» WHAT IS EXPECTED
Leave out the pictures and retype all the entries below exactly.
DATASET Start Marker
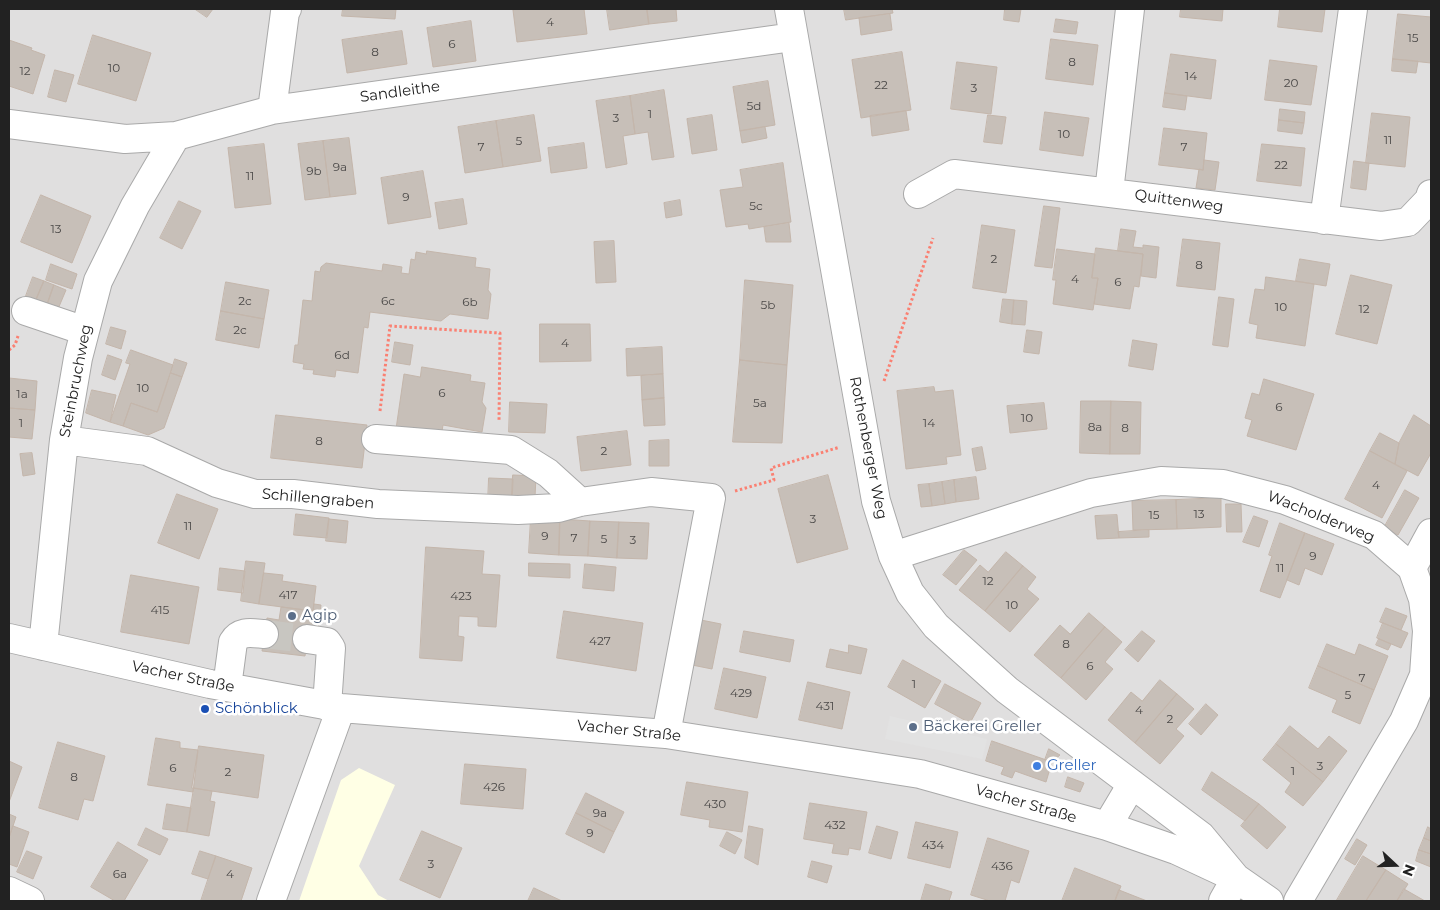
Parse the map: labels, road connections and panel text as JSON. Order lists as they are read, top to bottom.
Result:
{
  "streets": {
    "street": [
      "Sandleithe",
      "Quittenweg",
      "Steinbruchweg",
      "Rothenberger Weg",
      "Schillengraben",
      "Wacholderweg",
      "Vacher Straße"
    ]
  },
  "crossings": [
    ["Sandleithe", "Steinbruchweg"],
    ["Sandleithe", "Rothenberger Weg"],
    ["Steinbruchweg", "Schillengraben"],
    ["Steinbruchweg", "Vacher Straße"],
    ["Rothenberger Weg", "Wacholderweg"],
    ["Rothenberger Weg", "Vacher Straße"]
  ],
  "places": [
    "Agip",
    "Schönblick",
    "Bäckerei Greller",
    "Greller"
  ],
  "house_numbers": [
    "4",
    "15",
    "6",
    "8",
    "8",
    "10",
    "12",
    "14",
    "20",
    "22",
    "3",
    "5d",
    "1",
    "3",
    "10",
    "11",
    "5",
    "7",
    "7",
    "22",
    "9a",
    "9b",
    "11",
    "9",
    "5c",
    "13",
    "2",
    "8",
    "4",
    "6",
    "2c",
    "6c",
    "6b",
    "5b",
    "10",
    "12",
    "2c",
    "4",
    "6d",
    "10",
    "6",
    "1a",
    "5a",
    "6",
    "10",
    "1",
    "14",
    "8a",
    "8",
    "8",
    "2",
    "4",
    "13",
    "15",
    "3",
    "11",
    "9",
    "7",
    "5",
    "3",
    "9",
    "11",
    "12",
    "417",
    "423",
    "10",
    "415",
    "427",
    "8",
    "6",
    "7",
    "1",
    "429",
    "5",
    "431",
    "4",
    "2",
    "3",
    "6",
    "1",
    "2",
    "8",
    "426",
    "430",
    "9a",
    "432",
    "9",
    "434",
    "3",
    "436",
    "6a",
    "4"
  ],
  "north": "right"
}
DATASET End Marker
» SOLVED EXERCISE
Parse the map: labels, road connections and panel text as JSON. Order lists as they are read, top to bottom.
Result:
{
  "streets": {
    "street": [
      "Sandleithe",
      "Quittenweg",
      "Steinbruchweg",
      "Rothenberger Weg",
      "Schillengraben",
      "Wacholderweg",
      "Vacher Straße"
    ]
  },
  "crossings": [
    ["Sandleithe", "Steinbruchweg"],
    ["Sandleithe", "Rothenberger Weg"],
    ["Steinbruchweg", "Schillengraben"],
    ["Steinbruchweg", "Vacher Straße"],
    ["Rothenberger Weg", "Wacholderweg"],
    ["Rothenberger Weg", "Vacher Straße"]
  ],
  "places": [
    "Agip",
    "Schönblick",
    "Bäckerei Greller",
    "Greller"
  ],
  "house_numbers": [
    "4",
    "15",
    "6",
    "8",
    "8",
    "10",
    "12",
    "14",
    "20",
    "22",
    "3",
    "5d",
    "1",
    "3",
    "10",
    "11",
    "5",
    "7",
    "7",
    "22",
    "9a",
    "9b",
    "11",
    "9",
    "5c",
    "13",
    "2",
    "8",
    "4",
    "6",
    "2c",
    "6c",
    "6b",
    "5b",
    "10",
    "12",
    "2c",
    "4",
    "6d",
    "10",
    "6",
    "1a",
    "5a",
    "6",
    "10",
    "1",
    "14",
    "8a",
    "8",
    "8",
    "2",
    "4",
    "13",
    "15",
    "3",
    "11",
    "9",
    "7",
    "5",
    "3",
    "9",
    "11",
    "12",
    "417",
    "423",
    "10",
    "415",
    "427",
    "8",
    "6",
    "7",
    "1",
    "429",
    "5",
    "431",
    "4",
    "2",
    "3",
    "6",
    "1",
    "2",
    "8",
    "426",
    "430",
    "9a",
    "432",
    "9",
    "434",
    "3",
    "436",
    "6a",
    "4"
  ],
  "north": "right"
}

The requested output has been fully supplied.